I was recently in Budapest, where they were filming my scripts for the ITV/Indigo production of the story. Standing alone on the huge sets, astonishing replicas of the promenade deck and the boat deck, it was impossible not to think of that moment, a hundred years before, when some of the great names of Belgravia and Newport stood, in silent and dignified groups, waiting to learn their fate. The American Croesus John Jacob Astor and his pregnant young wife, Madeleine; the banking Wideners of Philadelphia; the railway king Charles Hays; the hedonist Benjamin Guggenheim; the silent-movie queen Dorothy Gibson; and behind them all those other men, women and children, rich and poor, old and young, from every background under the sun, for whom the next hundred minutes would deliver them either to life or to death.

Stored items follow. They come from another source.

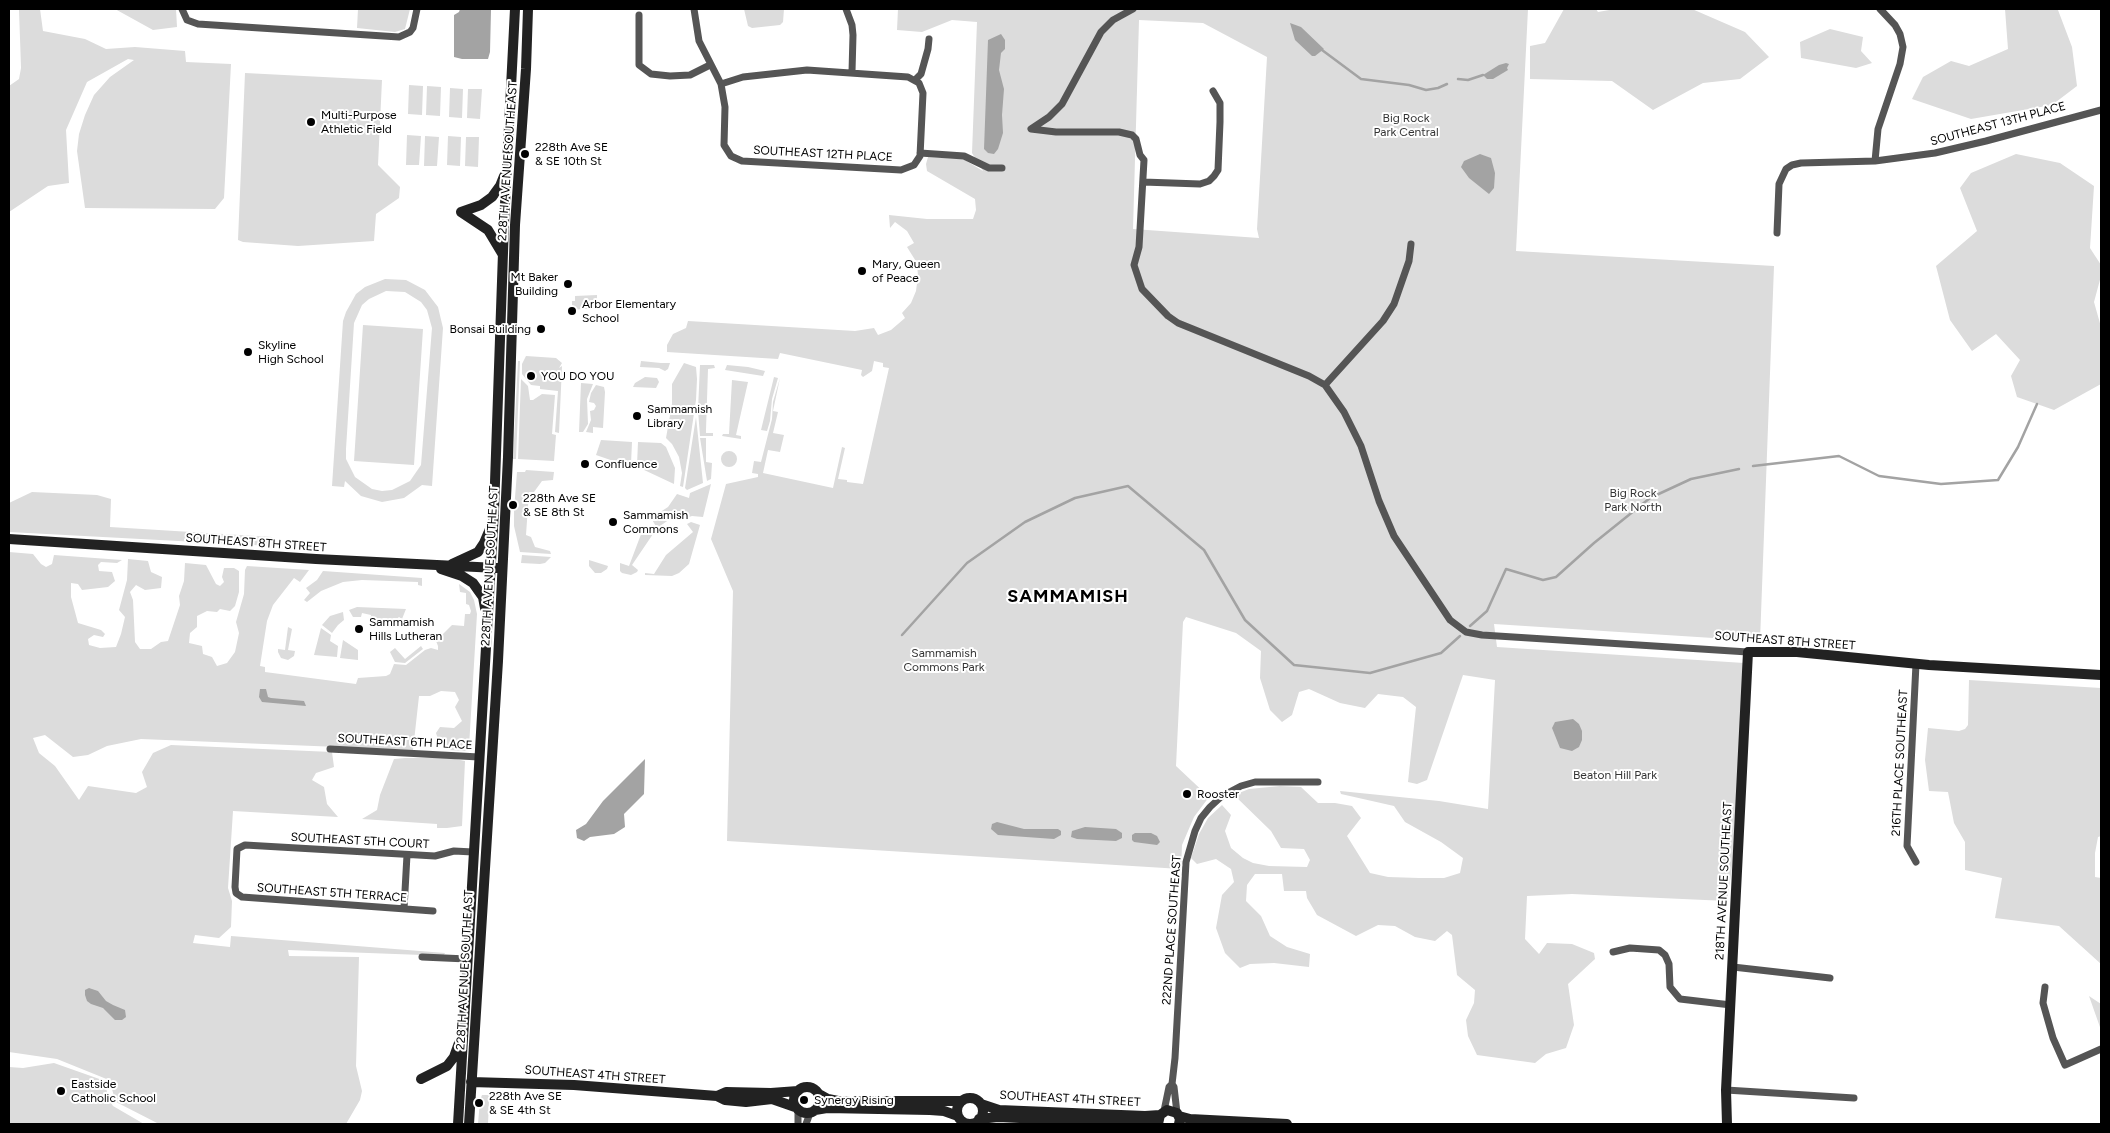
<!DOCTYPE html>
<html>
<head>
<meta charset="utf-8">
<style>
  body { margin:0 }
  #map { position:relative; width:2110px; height:1133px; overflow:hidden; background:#fff; font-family:Figtree,sans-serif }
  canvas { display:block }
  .frame { position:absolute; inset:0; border:10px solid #000; pointer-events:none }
</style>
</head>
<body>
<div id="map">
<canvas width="2110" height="1133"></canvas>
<div class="frame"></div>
</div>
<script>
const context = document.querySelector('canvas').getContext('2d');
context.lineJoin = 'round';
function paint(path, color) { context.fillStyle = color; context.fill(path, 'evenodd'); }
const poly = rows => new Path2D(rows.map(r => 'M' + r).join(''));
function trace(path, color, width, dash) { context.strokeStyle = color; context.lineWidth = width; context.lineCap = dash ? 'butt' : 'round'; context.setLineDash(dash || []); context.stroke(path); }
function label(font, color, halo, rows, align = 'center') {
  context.font = font + ' Figtree,sans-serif'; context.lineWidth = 4; context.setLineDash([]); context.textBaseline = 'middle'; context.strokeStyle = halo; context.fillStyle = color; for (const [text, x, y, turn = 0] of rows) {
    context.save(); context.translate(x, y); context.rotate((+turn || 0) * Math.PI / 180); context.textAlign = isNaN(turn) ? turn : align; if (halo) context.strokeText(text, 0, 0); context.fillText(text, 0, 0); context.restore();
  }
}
paint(poly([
  [19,9,40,9,43,31,85,39,106,49,135,47,185,51,186,62,231,64,224,198,215,209,85,208,77,151,79,134,85,115,94,95,110,77,134,60,128,59,87,82,66,130,69,183,48,186,9,212,9,86,19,79,21,68],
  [115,9,176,9,177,27,153,30],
  [358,9,410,9,405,29,395,32,357,28],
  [744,9,784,9,783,22,780,25,752,28,748,26],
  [898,9,1528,9,1516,251,1774,266,1760,641,1494,624,1497,647,1744,663,1736,841,1727,901,1572,894,1527,896,1525,939,1539,954,1547,943,1572,944,1594,953,1595,959,1568,984,1574,1025,1566,1048,1546,1054,1535,1063,1477,1055,1468,1036,1466,1020,1474,1003,1475,990,1457,975,1452,935,1447,931,1435,941,1415,937,1395,926,1378,925,1356,936,1317,915,1307,898,1306,891,1284,891,1282,874,1255,874,1247,885,1246,901,1261,916,1270,936,1287,947,1310,954,1309,967,1274,963,1250,964,1240,968,1225,953,1216,928,1222,895,1234,882,1231,869,1216,859,1197,864,1191,858,1199,834,1208,818,1222,805,1231,815,1225,831,1231,848,1243,858,1253,863,1269,866,1307,867,1310,860,1304,849,1281,848,1271,831,1234,795,1249,789,1280,786,1301,787,1318,803,1335,803,1352,806,1361,818,1347,836,1370,873,1388,877,1419,878,1444,878,1460,873,1463,858,1441,842,1405,822,1394,806,1341,794,1340,791,1439,801,1488,809,1495,680,1463,675,1427,780,1417,784,1408,782,1416,707,1403,697,1378,694,1365,708,1340,703,1309,689,1299,692,1292,715,1282,722,1270,710,1260,678,1261,651,1236,633,1186,617,1183,622,1176,766,1209,797,1194,817,1182,845,1181,869,727,841,733,591,711,539,726,484,758,477,758,474,752,473,754,461,761,462,772,419,773,402,780,378,773,411,778,412,773,433,784,435,780,452,768,450,763,473,833,488,842,447,845,448,838,479,847,480,847,482,863,484,889,368,883,367,883,363,874,361,872,371,863,377,861,375,862,370,780,353,778,359,667,352,667,345,673,334,686,328,688,321,855,331,874,328,878,335,891,330,905,318,902,313,911,303,916,291,918,276,917,263,907,247,914,243,907,231,895,222,890,228,889,215,927,219,973,219,976,210,975,199,927,171,926,164,928,157,963,159,983,171,972,153,977,22,952,20,922,32,897,30],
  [1139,20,1203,23,1267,57,1257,229,1259,238,1133,229],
  [1564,9,1596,9,1598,12,1615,9,1692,9,1745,32,1769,57,1740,79,1703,83,1653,110,1612,81,1530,79,1530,46,1545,43],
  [2005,9,2060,9,2058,10,2072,47,2077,86,2052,105,1971,119,1912,99,1923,77,1951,61,1969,66,2008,49],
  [1830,29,1863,37,1861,51,1872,63,1856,68,1801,58,1800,42],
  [245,73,382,80,378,165,400,187,399,198,376,214,374,241,298,246,243,242,238,240],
  [409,85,423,86,422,115,408,114],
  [427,86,441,87,440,116,426,115],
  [450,88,463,89,462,118,449,117],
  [468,89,482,89,480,119,467,118],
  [407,135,421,136,419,165,406,165],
  [425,136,439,137,437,166,424,166],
  [448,136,461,137,460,166,447,165],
  [466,137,479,137,478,167,465,166],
  [2016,154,2060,163,2094,186,2090,248,2101,265,2101,276,2094,302,2101,327,2101,384,2054,410,2017,397,2011,376,2020,360,1996,334,1972,351,1950,320,1936,266,1977,231,1960,188,1971,173],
  [385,279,406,280,425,290,438,307,443,328,432,486,422,485,404,498,382,502,361,496,345,481,344,487,332,486,343,321,346,312,356,294,365,287],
  [386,291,405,292,421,302,427,310,432,328,421,465,410,481,392,490,382,491,372,489,355,477,346,459,346,449,354,323,362,305,369,299],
  [597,295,597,305,594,305,594,308,572,310,572,301,575,301,575,296],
  [363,325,423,329,414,465,354,461],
  [526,356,556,358,562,363,559,368,562,366,559,433,555,432,558,391,540,389,540,386,531,385,522,374,522,364],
  [518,361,520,361,516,459,513,459],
  [641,361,661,363,670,363,668,369,665,371,659,368,640,367],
  [684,363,696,367,697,379,696,400,683,487,680,486,682,473,679,457,672,444,666,438,672,404,672,384],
  [700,365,714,365,715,368,708,369,706,430,706,433,713,433,713,436,700,436,698,410],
  [727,365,748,367,765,371,763,376,725,370],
  [645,377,657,378,659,382,656,388,633,387,635,383],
  [774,377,778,378,772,399,770,421,767,431,761,430],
  [521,379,528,386,530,400,533,400,542,394,555,395,552,434,556,435,554,461,518,459],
  [732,380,748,382,736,435,741,436,741,439,722,436,723,434,729,434],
  [581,383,593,384,587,399,588,424,583,432,579,432],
  [596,385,604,387,605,392,603,428,593,427,593,433,586,432,591,420,590,411,594,410,596,406,594,403,589,402,591,393],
  [696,417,703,483,687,490,685,488],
  [700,438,706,438,706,462,712,463,711,479,707,481],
  [601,440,632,442,631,464,628,466,596,455],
  [638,442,661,443,666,447,675,468,674,484,642,469,637,465],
  '721 459a8 8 0 1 1 16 0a8 8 0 1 1-16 0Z',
  [526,470,554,472,553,480,542,481,534,492,529,492,526,535,531,537,535,547,550,551,551,554,520,552,514,526,514,510,517,472,525,472],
  [711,484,703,517,692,516,683,519,679,513,657,528,651,518,668,507,677,494,689,498,690,493],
  [32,492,97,495,111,499,110,527,272,537,272,546,9,532,9,503],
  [691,522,700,525,689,564,679,573,672,576,645,575,645,573,654,574,666,555,693,532,687,524],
  [643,529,653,534,632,565,638,570,637,572,631,575,622,573,620,571,620,563,629,566],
  [9,552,33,554,41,564,46,567,52,564,54,555,122,560,117,563,101,562,98,565,99,571,112,572,115,581,108,587,82,590,78,584,71,583,71,597,78,623,101,630,105,634,103,637,94,635,88,639,89,645,100,648,116,647,121,634,125,617,119,610,127,580,128,559,148,561,151,572,162,577,161,588,145,590,136,585,130,592,133,600,135,642,140,649,151,649,161,642,168,641,180,605,179,596,184,581,185,563,206,565,216,584,220,586,224,582,222,577,224,568,234,568,239,571,239,592,235,606,230,611,220,609,217,612,207,611,197,616,197,627,190,633,189,643,202,646,203,654,212,657,217,666,227,663,235,652,239,633,236,622,244,594,245,570,247,566,309,570,300,582,294,578,273,605,267,621,260,666,265,667,265,672,356,684,358,678,386,676,390,674,394,664,406,665,425,650,431,648,438,650,438,646,436,641,452,625,464,626,465,614,470,614,471,611,469,605,466,604,466,593,460,592,459,584,470,592,474,600,477,614,469,747,466,751,449,750,439,742,436,733,440,727,454,728,462,721,455,707,459,700,455,692,441,691,430,696,419,696,413,750,141,739,107,746,88,755,73,757,45,735,33,738,39,753,55,766,79,800,88,786,136,793,147,787,142,772,153,753,171,745,332,752,334,767,316,773,312,780,324,787,327,804,338,817,233,811,228,888,232,901,231,927,219,938,195,935,193,943,230,947,231,936,445,953,444,955,422,955,288,950,289,956,359,957,356,1066,362,1091,360,1100,346,1124,159,1124,116,1102,109,1080,57,1059,9,1052],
  [522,555,551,557,545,563,540,564,521,563],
  [589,560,608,566,607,569,601,573,595,573,589,566],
  [323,571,422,578,422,586,418,585,418,582,362,580,343,582,321,591,307,602,304,600,310,593,306,588,317,580],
  [357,607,406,609,402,619,399,617,388,626,382,619,376,623,370,619,371,615,362,613,361,617,353,617,349,610],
  [343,612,344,620,338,625,332,633,322,625,330,616],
  [288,627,292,629,288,650,295,651,294,656,288,660,281,658,278,652,278,649,285,650],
  [321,628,331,635,330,641,338,646,337,657,314,655],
  [343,640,358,650,358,660,340,658],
  [421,646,423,649,405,663,395,662,390,652,395,648,405,659],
  [1969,680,2101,688,2101,836,2098,837,2095,853,2095,877,2101,878,2101,964,2059,926,1995,918,2002,878,1965,870,1965,842,1954,823,1948,792,1929,791,1925,760,1928,728,1959,731,1965,729,1968,725],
  [405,758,450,758,465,761,462,826,447,828,437,828,437,824,362,819,377,810,380,795,394,759],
  [2089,996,2101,1004,2101,1030],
  [54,1063,105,1081,108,1098,113,1106,144,1124,9,1124,9,1067,23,1068],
  [482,1095,489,1095,492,1098,489,1101,488,1124,478,1124,480,1100]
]), '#dcdcdc');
paint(poly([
  [460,9,491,10,490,52,488,59,462,59,454,57,454,15,459,12],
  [1290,23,1301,27,1324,49,1315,56,1312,56,1295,40],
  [1001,34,1005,40,1005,49,1001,53,999,70,1004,89,1002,115,1003,133,998,149,994,154,988,153,984,149,988,40],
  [1506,63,1509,64,1507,68,1508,70,1493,79,1487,79,1483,75,1499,65],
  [1480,154,1491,158,1495,173,1494,188,1489,194,1469,178,1461,167,1464,161],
  [260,689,266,689,268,697,271,698,304,701,306,706,262,702,259,697],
  [1573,719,1579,724,1582,731,1582,740,1579,747,1572,751,1560,748,1552,728,1555,722],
  [645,759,644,794,624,814,625,827,614,834,590,837,584,841,577,838,576,830,586,824,603,801],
  [997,822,1024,829,1058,829,1061,831,1061,835,1054,839,998,835,991,829,992,824],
  [1085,827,1116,829,1122,833,1122,838,1116,841,1077,839,1071,837,1072,831],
  [1135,833,1151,833,1157,836,1160,842,1157,845,1134,842,1132,840,1132,835],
  [89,988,98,991,106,1001,113,1005,125,1010,126,1017,122,1020,115,1020,103,1008,91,1004,87,1001,85,995,85,990]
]), '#a3a3a3');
trace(poly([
  [1322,50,1361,79,1409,85,1426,90,1438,88,1447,84],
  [1458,79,1468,80,1483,75],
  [1753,466,1839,456,1879,476,1941,484,1998,480,2018,447,2037,404],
  [1470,626,1487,611,1506,569,1543,580,1556,577,1594,543,1650,498,1691,479,1739,469],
  [902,635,967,563,1025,522,1075,498,1128,486,1204,550,1245,620,1294,665,1370,673,1441,653,1460,636]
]), '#a3a3a3', 2.5);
trace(poly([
  [182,9,187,20,198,24,399,37,410,32,413,28,417,9],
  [694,9,699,41,721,84,725,107,724,145,731,156,742,161,901,170,914,165,920,156,923,93,919,83,908,77,807,70,743,77,721,84],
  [846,9,852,25,853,35,852,72],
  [1133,9,1113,20,1101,32,1062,104,1049,117,1031,129,1056,132,1119,132,1132,135,1136,139,1140,155,1144,160,1139,247,1134,265,1142,289,1168,316,1178,323,1309,376,1325,385,1344,412,1361,446,1379,501,1394,536,1450,620,1466,632,1482,635,1748,652],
  [639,15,639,65,651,74,670,76,690,75,710,65],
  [915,80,921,74,928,49,929,39],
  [920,153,964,156,989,168,1002,168],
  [1875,161,1878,129,1900,64,1903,47,1900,34,1895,25,1880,9],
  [1143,182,1200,184,1209,181,1214,176,1218,170,1220,122,1220,103,1213,91],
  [1777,233,1779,184,1786,169,1792,165,1801,163,1875,161,1935,153,1986,141,2101,110],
  [1325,385,1383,321,1394,304,1409,261,1411,244],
  [330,749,479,757],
  [1916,862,1907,846,1916,664],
  [404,909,407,855],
  [433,911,242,897,236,893,235,887,237,849,245,845,435,856,454,851,473,852],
  [1613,952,1630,948,1659,950,1665,955,1669,964,1670,987,1680,999,1731,1005],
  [422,957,467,959],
  [1733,967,1830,978],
  [2045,987,2043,1003,2053,1038,2065,1065,2101,1049],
  [1172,1084,1174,1087,1177,1113],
  [1726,1090,1854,1098],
  [1164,1111,1169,1087,1172,1084,1175,1058,1186,862,1195,831,1201,818,1210,807,1222,796,1241,786,1255,782,1318,782],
  [961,1120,961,1124],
  [798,1124,798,1110],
  [806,1124,810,1113],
  [973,1124,974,1123]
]), '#555', 7);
trace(poly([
  [461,212,481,205,492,197,500,186,504,176],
  [461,212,488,230,503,255],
  [9,539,316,559,497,568],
  [452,564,478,552,484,543,490,529],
  [441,569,462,576,473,583,483,597,485,608],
  [421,1079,447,1066,454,1057,459,1043],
  [471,1082,574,1085,717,1096,725,1100,746,1102,772,1099,795,1107],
  '794 1100a13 13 0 1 1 26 0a13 13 0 1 1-26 0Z',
  [819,1094,828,1099,838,1101,962,1101],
  [717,1096,726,1092,771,1093,798,1091],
  '957 1111a13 13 0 1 1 26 0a13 13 0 1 1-26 0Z',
  [981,1104,999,1110,1145,1116,1160,1115],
  [815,1110,827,1108,930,1110,944,1111,958,1116],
  [1179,1116,1190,1119,1287,1124],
  [979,1119,998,1117,1151,1124],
  [458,1124,494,511,504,224,515,9],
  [469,1124,498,661,508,457,515,225,526,69,528,9],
  [1158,1124,1160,1115,1167,1110,1177,1113,1180,1119,1179,1124],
  [1727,1124,1726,1090,1748,652,1797,652,1929,665,2101,675]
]), '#222', 10);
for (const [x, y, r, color] of [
  [311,122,5,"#000"],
  [525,154,5,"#000"],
  [862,271,5,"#000"],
  [568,284,5,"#000"],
  [572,311,5,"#000"],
  [541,329,5,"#000"],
  [248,352,5,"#000"],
  [531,376,5,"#000"],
  [637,416,5,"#000"],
  [585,464,5,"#000"],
  [513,505,5,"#000"],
  [613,522,5,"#000"],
  [359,629,5,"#000"],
  [1187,794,5,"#000"],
  [61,1091,5,"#000"],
  [804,1100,5,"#000"],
  [479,1103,5,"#000"]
]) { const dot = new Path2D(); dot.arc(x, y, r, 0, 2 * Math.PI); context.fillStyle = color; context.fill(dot); trace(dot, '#fff', 2); }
label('12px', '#000', '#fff', [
  ["Multi-Purpose",321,115],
  ["Athletic Field",321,129],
  ["228th Ave SE",535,147],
  ["& SE 10th St",535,161],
  ["Mary, Queen",872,264],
  ["of Peace",872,278],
  ["Mt Baker",558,277,"right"],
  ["Building",558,291,"right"],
  ["Arbor Elementary",582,304],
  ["School",582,318],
  ["Bonsai Building",531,329,"right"],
  ["Skyline",258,345],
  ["High School",258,359],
  ["YOU DO YOU",541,376],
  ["Sammamish",647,409],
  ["Library",647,423],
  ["Confluence",595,464],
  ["228th Ave SE",523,498],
  ["& SE 8th St",523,512],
  ["Sammamish",623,515],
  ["Commons",623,529],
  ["Sammamish",369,622],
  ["Hills Lutheran",369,636],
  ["Rooster",1197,794],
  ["Eastside",71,1084],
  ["Catholic School",71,1098],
  ["228th Ave SE",489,1096],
  ["& SE 4th St",489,1110],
  ["Synergy Rising",814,1100]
], 'left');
label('12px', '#333', '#fff', [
  ["Big Rock",1406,118],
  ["Park Central",1406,132],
  ["Big Rock",1633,493],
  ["Park North",1633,507],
  ["Sammamish",944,653],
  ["Commons Park",944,667],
  ["Beaton Hill Park",1615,775]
]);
label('12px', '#000', '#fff', [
  ["SOUTHEAST 13TH PLACE",1998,124,-15],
  ["SOUTHEAST 12TH PLACE",823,154,3],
  ["228TH AVENUE SOUTHEAST",508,161,-86],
  ["SOUTHEAST 8TH STREET",256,543,4],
  ["228TH AVENUE SOUTHEAST",490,566,-87],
  ["SOUTHEAST 8TH STREET",1785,641,4],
  ["SOUTHEAST 6TH PLACE",405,742,3],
  ["216TH PLACE SOUTHEAST",1900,763,-87],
  ["SOUTHEAST 5TH COURT",360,841,3],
  ["218TH AVENUE SOUTHEAST",1724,881,-87],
  ["SOUTHEAST 5TH TERRACE",332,893,4],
  ["222ND PLACE SOUTHEAST",1172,930,-86],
  ["228TH AVENUE SOUTHEAST",465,970,-87],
  ["SOUTHEAST 4TH STREET",595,1075,4],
  ["SOUTHEAST 4TH STREET",1070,1099,3]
]);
context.letterSpacing = '1px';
label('bold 18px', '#000', '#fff', [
  ["SAMMAMISH",1068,597]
]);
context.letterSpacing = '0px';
</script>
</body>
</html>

Despite the wealth of new evidence gleaned from the discovery of the wreck, long after this book was first published, some of the mysteries of the sinking will probably never be solved. Why some piece of crucial equipment was mislaid, why this telegram was ignored, why that warning went unremarked.
And, like most of us, I am not sure of the lessons we can draw from this awful story; maybe just that we cannot know what Fate has in store, that we should not forget man is never the superior of nature, or simply that ordinary men and women are capable of acts of courage and kindness that make them great in the doing. Perhaps that’s it. That savage events can inspire people to greatness.